TOULOUSE fait 1 million d’économie grace à LibreOffice

Après Munich , Largo , ect …. (plusieurs centaines de villes) , Toulouse est passé à l’open source de  LibreOffice, et a économisé 1 million d’euros !

LibreOffice sur le bureau: € 1.000.000 économies 

(traduction google)

Le projet clé de la politique open source de Toulouse est le passage à LibreOffice. Cela couvre plusieurs milliers de personnes sur les 10.000 qui travaillent pour la ville et Toulouse Métropole. La migration – qui Monthubert décrit comme un « projet majeur » -. Été convenu en 2011 et a commencé en 2012 Il a fallu un an et demi, et 90 pour cent des postes de travail exécuté maintenant LibreOffice, dit Monthubert.

Pour elle, comme pour Serp, l’adoption des logiciels libres est logiquement liée à une politique de réduction des coûts, maintenant que les villes françaises doivent rationaliser les coûts dans le cadre des dépenses IT réduite.

« Les licences de logiciels pour les suites de productivité coûtent Toulouse € 1,8 millions tous les trois ans. Migration nous a coûté environ 800.000 euros, due en partie à des évolutions. Un million d’euros a effectivement été enregistrée dans les trois premières années. C’est une preuve convaincante dans le contexte actuel des finances publiques locales », explique Monthubert.

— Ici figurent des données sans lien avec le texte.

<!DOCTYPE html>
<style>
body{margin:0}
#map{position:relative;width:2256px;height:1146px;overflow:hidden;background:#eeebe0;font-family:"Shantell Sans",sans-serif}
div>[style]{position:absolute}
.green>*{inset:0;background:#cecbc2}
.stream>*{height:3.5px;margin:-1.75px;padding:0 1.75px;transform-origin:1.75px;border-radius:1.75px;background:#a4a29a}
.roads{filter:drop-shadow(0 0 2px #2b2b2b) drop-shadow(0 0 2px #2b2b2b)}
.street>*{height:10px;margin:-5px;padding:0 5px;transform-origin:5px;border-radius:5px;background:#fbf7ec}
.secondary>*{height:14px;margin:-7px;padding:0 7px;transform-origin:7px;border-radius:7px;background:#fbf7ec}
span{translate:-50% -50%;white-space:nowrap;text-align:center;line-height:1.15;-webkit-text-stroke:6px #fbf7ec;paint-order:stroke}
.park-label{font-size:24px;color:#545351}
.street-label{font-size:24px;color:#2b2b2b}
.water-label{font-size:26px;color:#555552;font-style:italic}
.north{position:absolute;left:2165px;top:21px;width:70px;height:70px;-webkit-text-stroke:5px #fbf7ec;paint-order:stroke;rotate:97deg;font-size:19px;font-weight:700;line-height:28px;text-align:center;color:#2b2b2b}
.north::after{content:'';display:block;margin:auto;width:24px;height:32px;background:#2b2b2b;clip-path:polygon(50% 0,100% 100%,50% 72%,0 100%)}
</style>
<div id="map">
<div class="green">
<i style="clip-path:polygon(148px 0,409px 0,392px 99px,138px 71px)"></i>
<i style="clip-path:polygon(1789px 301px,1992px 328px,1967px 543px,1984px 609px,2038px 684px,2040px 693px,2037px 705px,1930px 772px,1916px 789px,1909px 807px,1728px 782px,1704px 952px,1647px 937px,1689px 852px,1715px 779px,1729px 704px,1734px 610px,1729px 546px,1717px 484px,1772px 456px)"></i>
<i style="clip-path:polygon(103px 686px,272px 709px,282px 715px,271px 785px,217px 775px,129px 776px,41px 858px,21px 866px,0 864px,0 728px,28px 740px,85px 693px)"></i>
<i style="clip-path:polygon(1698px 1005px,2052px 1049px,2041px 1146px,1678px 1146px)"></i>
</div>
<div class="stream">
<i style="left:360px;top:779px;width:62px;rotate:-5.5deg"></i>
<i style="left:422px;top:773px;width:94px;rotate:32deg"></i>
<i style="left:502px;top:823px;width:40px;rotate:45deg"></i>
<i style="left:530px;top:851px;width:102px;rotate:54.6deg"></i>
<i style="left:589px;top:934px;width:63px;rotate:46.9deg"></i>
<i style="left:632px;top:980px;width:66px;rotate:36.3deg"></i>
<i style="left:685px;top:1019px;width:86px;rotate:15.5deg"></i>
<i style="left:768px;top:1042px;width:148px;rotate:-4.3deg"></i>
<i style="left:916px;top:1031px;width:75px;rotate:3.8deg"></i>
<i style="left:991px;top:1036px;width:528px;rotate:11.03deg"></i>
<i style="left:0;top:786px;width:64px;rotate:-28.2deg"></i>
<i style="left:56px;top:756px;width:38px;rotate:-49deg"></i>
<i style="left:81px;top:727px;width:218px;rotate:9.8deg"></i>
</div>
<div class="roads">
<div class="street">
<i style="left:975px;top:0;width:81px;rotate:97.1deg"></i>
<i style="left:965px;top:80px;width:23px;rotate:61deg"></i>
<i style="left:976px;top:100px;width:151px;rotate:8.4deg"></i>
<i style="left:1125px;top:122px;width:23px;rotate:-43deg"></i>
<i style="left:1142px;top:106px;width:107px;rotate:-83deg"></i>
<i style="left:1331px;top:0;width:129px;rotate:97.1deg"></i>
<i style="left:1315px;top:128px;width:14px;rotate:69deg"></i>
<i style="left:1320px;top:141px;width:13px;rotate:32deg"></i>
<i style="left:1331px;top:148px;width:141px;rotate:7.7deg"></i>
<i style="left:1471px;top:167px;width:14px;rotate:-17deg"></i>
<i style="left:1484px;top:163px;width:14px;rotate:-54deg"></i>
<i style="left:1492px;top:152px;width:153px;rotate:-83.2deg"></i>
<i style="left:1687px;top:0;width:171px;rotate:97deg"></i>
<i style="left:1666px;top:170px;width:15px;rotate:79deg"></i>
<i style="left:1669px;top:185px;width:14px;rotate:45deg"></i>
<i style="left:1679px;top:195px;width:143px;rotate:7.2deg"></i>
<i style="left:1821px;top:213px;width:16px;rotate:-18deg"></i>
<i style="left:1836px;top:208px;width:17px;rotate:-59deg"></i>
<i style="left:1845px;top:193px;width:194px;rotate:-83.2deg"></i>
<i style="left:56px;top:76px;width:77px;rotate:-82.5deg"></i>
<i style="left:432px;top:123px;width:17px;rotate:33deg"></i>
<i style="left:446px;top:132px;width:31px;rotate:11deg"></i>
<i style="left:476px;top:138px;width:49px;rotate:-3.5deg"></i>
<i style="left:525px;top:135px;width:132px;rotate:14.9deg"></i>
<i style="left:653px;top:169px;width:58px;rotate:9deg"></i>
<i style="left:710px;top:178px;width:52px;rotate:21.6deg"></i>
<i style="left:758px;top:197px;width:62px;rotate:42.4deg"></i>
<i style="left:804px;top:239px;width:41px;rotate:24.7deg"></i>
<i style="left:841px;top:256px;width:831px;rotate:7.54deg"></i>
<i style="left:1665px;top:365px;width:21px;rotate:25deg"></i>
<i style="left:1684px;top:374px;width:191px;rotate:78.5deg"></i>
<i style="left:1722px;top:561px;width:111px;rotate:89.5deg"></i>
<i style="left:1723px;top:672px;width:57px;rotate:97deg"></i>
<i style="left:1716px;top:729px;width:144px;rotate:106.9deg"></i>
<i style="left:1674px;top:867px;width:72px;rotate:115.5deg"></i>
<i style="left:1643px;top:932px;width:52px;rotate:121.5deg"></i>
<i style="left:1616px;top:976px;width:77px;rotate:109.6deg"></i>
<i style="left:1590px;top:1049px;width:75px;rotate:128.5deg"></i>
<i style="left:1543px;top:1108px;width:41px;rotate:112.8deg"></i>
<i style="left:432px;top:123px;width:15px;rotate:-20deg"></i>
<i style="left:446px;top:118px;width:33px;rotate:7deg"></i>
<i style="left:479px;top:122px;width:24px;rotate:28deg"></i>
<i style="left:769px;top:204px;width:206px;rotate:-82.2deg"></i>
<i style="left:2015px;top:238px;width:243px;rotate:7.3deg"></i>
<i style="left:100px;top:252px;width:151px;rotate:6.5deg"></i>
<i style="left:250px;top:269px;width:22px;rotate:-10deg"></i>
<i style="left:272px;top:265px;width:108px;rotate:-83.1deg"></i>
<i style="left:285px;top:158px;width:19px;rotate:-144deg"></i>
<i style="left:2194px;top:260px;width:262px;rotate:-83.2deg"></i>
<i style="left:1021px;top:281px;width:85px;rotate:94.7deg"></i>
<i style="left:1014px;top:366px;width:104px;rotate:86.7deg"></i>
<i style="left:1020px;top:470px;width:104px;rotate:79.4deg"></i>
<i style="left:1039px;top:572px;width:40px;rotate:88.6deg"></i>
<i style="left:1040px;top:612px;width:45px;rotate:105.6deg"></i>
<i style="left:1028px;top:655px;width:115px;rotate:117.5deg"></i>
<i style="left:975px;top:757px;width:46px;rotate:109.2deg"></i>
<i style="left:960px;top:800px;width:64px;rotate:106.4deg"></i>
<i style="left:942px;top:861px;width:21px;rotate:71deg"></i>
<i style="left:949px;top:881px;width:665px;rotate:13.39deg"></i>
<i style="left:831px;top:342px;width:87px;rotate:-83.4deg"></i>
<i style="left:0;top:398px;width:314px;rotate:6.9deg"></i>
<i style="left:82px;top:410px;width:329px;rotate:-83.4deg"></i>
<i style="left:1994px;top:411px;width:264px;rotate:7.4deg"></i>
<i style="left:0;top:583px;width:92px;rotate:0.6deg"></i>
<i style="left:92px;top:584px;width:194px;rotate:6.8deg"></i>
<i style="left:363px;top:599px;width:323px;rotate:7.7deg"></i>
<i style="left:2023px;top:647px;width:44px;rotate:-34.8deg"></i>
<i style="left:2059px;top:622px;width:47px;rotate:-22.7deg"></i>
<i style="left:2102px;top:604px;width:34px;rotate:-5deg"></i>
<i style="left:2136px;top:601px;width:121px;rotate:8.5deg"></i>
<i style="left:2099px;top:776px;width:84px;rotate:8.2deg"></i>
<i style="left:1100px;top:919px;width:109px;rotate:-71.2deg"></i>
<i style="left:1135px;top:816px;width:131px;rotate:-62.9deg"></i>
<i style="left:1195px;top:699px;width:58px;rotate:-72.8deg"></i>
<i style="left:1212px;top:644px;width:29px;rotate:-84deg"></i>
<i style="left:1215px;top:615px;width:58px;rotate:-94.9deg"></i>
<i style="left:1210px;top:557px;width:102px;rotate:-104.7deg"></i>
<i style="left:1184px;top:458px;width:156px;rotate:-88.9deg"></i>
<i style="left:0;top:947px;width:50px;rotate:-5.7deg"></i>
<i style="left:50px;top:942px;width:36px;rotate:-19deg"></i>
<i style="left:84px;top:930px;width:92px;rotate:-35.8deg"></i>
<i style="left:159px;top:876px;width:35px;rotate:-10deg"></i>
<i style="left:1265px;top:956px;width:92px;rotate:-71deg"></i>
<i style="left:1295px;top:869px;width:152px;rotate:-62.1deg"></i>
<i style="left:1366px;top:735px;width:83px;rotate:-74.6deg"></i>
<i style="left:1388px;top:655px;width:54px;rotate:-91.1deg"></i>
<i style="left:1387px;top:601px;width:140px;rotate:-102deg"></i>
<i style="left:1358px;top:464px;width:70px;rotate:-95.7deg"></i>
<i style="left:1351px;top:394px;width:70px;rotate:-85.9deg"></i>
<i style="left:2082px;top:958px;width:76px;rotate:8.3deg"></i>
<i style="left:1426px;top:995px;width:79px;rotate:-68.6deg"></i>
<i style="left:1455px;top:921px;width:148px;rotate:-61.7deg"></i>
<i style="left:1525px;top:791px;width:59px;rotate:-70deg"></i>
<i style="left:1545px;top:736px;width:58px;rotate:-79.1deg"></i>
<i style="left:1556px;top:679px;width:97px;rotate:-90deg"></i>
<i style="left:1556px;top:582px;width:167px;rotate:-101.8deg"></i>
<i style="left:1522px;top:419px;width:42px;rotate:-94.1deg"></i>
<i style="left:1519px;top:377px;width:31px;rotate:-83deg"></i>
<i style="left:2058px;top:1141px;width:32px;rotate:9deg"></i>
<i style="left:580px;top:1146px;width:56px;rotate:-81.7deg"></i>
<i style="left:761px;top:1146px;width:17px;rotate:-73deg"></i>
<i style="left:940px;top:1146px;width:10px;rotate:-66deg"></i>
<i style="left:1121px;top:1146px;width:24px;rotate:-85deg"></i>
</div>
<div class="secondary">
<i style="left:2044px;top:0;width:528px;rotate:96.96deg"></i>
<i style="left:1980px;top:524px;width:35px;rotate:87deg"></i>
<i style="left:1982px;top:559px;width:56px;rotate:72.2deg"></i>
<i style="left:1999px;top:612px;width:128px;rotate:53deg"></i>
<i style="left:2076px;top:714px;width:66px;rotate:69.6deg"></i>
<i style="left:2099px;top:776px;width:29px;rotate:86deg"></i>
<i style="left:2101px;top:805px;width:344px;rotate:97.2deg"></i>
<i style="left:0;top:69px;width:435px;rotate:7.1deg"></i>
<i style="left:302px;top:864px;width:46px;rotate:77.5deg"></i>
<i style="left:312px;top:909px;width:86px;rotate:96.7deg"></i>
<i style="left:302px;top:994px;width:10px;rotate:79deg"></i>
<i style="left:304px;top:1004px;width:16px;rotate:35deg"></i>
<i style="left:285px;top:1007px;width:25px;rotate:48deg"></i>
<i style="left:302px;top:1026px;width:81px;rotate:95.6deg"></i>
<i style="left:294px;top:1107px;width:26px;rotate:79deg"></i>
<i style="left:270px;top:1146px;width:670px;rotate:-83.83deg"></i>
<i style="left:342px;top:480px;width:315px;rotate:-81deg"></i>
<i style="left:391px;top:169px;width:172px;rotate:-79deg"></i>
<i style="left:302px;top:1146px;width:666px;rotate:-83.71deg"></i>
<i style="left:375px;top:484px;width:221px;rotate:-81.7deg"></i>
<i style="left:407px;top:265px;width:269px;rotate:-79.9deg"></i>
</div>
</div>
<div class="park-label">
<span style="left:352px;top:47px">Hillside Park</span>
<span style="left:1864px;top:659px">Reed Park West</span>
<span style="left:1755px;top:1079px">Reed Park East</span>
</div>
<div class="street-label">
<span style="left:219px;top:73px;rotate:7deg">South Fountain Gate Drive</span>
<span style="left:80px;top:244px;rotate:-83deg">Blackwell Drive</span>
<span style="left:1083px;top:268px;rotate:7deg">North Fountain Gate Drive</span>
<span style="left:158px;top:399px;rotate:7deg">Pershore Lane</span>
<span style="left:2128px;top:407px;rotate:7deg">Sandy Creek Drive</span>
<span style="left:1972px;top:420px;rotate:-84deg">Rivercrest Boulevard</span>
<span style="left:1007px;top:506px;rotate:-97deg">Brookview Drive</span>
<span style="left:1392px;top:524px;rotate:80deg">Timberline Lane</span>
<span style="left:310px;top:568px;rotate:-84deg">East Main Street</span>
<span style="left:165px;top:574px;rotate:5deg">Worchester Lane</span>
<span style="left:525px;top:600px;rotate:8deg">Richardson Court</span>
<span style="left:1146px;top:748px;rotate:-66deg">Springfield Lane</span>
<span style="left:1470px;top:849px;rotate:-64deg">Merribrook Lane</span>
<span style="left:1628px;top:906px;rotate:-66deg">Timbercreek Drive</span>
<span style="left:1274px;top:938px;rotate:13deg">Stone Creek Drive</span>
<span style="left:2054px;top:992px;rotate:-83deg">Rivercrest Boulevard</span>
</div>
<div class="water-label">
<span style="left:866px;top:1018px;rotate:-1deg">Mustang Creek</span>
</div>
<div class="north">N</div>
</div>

Cependant, Serp met en garde: «L’adoption du logiciel libre a un coût. On estime que la réduction des coûts peut être efficace que si vous pouvez passer un certain volume d’applications utilisées par le personnel. « Le département informatique, qui gère les ordinateurs de bureau, exploité les processus de migration interne, dit Monthubert. Aucun chiffre n’était disponible au moment de la rédaction.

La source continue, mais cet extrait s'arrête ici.